Approach 2: Using for loop
For loop iterates up to n number of times.
// C Program to demonstrate
// Sum of Natural Numbers
// using for loops
#include <stdio.h>
int main()
{
int i, s = 0;
int n = 10;
for (i = 0; i <= n; i++) {
// adding natural numbers
// up to given number n
s += i;
}
// printing the result
printf("Sum = %d", s);
return 0;
}
Output
Sum = 55
Time Complexity : O(n) as the loop runs for n+1 iterations.
Auxiliary Space : O(1) as only a fixed amount of memory is used.
Approach 3: Using recursion
// C Program to demonstrate
// Sum of Natural Numbers
// using recursion
#include <stdio.h>
int sumofnaturalnumbers(int num)
{
if (num != 0)
// adding natural numbers up to given number n
return num + sumofnaturalnumbers(num - 1);
else
return num;
}
int main()
{
int number = 10;
// printing the result
printf("Sum = %d", sumofnaturalnumbers(number));
return 0;
}
Output
Sum = 55
Time Complexity : O(n) as the function is called n+1 times.
Auxiliary Space : O(n) as each function call stores one value in the call stack, which consumes memory.
Approach 4: Using functions
// C Program to demonstrate
// Sum of Natural Numbers
// using functions
#include <stdio.h>
int sumofnaturalnumbers(int num)
{
int i, s = 0;
for (i = 0; i <= num; i++) {
// adding natural numbers
// up to given number n
s += i;
}
// printing the result
printf("Sum = %d", s);
}
int main()
{
int number = 10;
// calling the function
sumofnaturalnumbers(number);
return 0;
}
Output
Sum = 55
Time Complexity : O(n) as the loop runs for n+1 iterations.
Auxiliary Space : O(1) as only a fixed amount of memory is used.

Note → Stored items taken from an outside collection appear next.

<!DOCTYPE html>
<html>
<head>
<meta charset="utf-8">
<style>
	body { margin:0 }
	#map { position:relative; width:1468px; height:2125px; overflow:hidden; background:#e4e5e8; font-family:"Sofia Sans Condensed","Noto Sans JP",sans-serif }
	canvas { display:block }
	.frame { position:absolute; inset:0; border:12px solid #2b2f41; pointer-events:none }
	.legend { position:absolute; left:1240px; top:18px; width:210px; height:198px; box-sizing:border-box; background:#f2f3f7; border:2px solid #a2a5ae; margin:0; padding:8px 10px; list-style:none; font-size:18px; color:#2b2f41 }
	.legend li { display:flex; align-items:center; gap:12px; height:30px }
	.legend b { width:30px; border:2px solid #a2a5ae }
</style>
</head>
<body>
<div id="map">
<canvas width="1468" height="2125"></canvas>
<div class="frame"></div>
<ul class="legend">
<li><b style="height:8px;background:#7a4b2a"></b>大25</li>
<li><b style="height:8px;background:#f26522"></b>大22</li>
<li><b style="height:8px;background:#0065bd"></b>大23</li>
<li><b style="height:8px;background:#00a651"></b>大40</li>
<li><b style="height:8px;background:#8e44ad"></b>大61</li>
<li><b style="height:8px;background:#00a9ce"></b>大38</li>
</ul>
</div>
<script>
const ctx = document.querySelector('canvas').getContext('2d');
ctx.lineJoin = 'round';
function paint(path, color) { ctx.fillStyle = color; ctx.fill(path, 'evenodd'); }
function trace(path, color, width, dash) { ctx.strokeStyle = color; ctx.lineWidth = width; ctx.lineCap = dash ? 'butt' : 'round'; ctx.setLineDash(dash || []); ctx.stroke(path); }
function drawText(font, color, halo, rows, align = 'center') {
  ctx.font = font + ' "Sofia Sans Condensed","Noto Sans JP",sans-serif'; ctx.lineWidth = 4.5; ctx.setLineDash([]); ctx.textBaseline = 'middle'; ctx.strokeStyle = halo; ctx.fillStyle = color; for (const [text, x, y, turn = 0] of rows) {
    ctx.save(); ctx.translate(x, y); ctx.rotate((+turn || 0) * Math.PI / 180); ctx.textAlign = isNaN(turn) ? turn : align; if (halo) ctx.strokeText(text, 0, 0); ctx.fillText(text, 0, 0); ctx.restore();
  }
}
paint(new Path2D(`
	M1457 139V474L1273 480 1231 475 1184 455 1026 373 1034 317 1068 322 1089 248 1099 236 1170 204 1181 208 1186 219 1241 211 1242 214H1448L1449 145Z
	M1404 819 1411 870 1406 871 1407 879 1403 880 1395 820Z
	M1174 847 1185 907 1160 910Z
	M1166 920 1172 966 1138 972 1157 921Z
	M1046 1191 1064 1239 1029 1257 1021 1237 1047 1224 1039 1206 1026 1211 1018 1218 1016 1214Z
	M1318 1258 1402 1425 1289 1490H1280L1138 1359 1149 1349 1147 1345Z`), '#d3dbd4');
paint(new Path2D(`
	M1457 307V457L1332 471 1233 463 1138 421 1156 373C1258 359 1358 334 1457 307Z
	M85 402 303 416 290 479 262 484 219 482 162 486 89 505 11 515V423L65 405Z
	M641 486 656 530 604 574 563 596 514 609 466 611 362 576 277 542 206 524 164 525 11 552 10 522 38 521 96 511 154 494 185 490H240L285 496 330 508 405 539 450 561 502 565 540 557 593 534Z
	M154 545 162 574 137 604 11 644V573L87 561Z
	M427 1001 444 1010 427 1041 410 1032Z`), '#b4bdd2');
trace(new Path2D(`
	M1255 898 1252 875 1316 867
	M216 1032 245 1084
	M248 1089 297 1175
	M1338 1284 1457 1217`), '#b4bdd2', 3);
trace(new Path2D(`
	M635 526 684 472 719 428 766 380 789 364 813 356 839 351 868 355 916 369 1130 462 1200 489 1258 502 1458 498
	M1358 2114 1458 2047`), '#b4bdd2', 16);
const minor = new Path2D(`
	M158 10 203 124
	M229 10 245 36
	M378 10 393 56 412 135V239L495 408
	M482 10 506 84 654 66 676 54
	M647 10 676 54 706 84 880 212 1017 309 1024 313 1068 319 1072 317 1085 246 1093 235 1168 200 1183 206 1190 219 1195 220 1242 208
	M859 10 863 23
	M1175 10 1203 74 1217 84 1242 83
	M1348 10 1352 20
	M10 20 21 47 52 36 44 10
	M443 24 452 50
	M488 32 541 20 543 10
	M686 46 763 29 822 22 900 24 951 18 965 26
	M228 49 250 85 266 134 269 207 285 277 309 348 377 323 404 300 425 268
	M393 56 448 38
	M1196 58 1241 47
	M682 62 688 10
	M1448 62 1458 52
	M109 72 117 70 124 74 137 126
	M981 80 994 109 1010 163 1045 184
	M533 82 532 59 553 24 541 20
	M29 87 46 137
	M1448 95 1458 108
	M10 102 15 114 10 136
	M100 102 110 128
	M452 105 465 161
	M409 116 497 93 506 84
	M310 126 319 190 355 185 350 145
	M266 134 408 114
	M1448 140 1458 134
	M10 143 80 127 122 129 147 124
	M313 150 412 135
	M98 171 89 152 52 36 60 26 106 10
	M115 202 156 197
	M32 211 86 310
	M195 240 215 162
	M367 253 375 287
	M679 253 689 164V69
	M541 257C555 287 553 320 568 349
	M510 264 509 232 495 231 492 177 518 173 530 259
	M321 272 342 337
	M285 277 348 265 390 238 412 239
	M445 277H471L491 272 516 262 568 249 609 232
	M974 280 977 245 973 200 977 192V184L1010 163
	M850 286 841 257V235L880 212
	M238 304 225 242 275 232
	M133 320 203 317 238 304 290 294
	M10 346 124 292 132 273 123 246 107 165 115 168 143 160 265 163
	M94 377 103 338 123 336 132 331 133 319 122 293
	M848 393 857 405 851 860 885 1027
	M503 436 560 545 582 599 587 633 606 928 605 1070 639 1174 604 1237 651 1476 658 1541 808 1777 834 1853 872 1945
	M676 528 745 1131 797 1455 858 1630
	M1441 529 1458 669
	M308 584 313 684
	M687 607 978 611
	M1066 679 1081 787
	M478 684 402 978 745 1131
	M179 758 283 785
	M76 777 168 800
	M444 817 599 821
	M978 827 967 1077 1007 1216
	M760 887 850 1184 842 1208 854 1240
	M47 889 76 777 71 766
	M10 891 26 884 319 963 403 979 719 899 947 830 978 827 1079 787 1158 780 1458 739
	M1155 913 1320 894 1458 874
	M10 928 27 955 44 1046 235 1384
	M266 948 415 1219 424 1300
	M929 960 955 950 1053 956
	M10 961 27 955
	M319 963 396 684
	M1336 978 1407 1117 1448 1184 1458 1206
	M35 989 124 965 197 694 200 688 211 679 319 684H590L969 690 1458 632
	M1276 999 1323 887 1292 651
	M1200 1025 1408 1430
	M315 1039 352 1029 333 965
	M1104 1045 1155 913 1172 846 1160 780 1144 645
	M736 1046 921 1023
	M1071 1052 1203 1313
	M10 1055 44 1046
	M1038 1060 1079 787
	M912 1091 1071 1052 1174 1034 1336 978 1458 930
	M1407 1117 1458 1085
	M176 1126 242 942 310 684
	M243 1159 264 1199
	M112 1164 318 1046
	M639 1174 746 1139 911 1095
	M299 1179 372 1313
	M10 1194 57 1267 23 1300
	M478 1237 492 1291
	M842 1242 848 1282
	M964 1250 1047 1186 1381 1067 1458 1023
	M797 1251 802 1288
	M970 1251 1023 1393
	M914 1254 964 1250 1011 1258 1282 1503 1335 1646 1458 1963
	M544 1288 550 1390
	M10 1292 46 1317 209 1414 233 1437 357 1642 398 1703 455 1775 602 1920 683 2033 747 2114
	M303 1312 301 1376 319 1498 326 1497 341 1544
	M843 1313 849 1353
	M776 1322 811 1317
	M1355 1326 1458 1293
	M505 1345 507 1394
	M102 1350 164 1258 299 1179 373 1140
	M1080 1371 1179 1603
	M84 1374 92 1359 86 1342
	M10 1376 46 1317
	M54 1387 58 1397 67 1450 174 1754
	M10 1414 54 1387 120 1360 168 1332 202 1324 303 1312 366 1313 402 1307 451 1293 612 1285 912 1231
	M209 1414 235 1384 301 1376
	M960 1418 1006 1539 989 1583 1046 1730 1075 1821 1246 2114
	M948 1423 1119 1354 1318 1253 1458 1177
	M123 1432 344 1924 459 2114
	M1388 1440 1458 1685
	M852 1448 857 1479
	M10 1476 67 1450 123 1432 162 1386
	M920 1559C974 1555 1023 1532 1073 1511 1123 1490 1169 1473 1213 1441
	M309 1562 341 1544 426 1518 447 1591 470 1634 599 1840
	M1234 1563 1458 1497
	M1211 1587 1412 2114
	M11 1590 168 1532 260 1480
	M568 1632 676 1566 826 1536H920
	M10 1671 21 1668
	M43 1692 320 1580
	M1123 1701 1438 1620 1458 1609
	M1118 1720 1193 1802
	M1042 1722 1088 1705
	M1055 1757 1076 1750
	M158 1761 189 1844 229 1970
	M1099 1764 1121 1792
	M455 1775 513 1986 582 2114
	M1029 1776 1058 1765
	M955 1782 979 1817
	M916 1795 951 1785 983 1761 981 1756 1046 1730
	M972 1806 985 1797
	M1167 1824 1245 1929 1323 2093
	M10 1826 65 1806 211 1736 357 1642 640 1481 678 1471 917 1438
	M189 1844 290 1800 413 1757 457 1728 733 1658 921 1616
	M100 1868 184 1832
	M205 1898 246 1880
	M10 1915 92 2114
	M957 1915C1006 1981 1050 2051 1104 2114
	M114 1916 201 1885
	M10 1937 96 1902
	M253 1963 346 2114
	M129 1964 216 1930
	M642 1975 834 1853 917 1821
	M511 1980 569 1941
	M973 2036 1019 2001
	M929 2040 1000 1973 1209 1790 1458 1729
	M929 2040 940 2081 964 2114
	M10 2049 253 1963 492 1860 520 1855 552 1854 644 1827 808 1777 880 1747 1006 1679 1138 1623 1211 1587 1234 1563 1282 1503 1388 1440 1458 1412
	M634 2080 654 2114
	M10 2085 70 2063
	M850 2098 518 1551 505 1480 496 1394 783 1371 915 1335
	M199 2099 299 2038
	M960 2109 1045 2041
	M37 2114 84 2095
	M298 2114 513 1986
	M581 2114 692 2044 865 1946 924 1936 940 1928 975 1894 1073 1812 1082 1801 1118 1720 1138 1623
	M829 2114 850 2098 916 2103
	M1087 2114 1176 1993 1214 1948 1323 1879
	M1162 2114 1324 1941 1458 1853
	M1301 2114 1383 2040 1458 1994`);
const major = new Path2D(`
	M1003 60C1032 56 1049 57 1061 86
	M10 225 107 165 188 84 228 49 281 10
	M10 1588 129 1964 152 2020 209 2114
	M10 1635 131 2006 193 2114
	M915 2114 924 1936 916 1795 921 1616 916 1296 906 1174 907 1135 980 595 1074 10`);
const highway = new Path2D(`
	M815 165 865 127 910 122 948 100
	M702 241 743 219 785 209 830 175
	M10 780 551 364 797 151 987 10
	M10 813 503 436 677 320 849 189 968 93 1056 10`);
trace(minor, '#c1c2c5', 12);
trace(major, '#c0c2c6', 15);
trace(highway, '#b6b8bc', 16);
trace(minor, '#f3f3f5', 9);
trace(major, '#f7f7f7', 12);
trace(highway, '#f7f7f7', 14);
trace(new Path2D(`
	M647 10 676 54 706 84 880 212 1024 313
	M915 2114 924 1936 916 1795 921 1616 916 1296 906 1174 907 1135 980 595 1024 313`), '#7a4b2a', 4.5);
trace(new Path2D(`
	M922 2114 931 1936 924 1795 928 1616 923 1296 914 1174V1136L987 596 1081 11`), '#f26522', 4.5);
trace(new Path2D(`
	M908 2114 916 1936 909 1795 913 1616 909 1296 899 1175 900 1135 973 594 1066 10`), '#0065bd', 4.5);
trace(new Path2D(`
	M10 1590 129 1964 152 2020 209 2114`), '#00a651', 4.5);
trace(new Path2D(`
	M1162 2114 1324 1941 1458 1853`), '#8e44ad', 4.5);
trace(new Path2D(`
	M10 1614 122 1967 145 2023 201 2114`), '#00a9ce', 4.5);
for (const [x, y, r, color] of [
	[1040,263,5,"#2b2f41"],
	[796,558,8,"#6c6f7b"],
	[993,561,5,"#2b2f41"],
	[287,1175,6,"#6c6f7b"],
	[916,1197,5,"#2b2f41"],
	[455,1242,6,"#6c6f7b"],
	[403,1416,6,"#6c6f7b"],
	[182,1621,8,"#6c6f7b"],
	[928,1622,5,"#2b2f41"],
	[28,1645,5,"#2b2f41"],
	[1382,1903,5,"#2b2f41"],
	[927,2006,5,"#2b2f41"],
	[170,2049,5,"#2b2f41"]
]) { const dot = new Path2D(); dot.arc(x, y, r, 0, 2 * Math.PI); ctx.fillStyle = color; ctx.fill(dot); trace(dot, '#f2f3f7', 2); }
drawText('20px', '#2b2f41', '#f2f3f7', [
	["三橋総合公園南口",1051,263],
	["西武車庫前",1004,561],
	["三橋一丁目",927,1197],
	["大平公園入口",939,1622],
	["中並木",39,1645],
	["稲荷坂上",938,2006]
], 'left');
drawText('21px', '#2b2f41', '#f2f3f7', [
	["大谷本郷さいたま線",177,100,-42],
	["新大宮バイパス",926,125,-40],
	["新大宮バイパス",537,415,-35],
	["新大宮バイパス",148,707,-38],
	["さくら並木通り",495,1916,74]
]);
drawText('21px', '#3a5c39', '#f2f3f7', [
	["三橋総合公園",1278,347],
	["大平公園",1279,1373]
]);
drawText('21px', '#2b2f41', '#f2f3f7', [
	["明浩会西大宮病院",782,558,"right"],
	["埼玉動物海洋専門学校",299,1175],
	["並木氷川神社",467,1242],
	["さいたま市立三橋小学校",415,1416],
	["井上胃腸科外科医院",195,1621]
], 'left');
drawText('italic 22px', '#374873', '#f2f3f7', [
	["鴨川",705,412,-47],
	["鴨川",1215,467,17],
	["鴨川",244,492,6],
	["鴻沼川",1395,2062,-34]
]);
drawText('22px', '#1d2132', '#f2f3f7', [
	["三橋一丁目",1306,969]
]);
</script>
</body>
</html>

Approach 5 : Using the formula sum of n natural numbers = n*(n+1)/2
// C Program to demonstrate
// Sum of Natural Numbers
#include <stdio.h>
int main()
{
int num = 10;
int s,x;
s=num*(num+1);
x=(int)(s/2);
printf("Sum = %d", x);
return 0;
}
Output
Sum = 55
Time Complexity : O(1) as it performs a fixed number of operations regardless of the input size.
Auxiliary Space : O(1) as only a fixed amount of memory is used.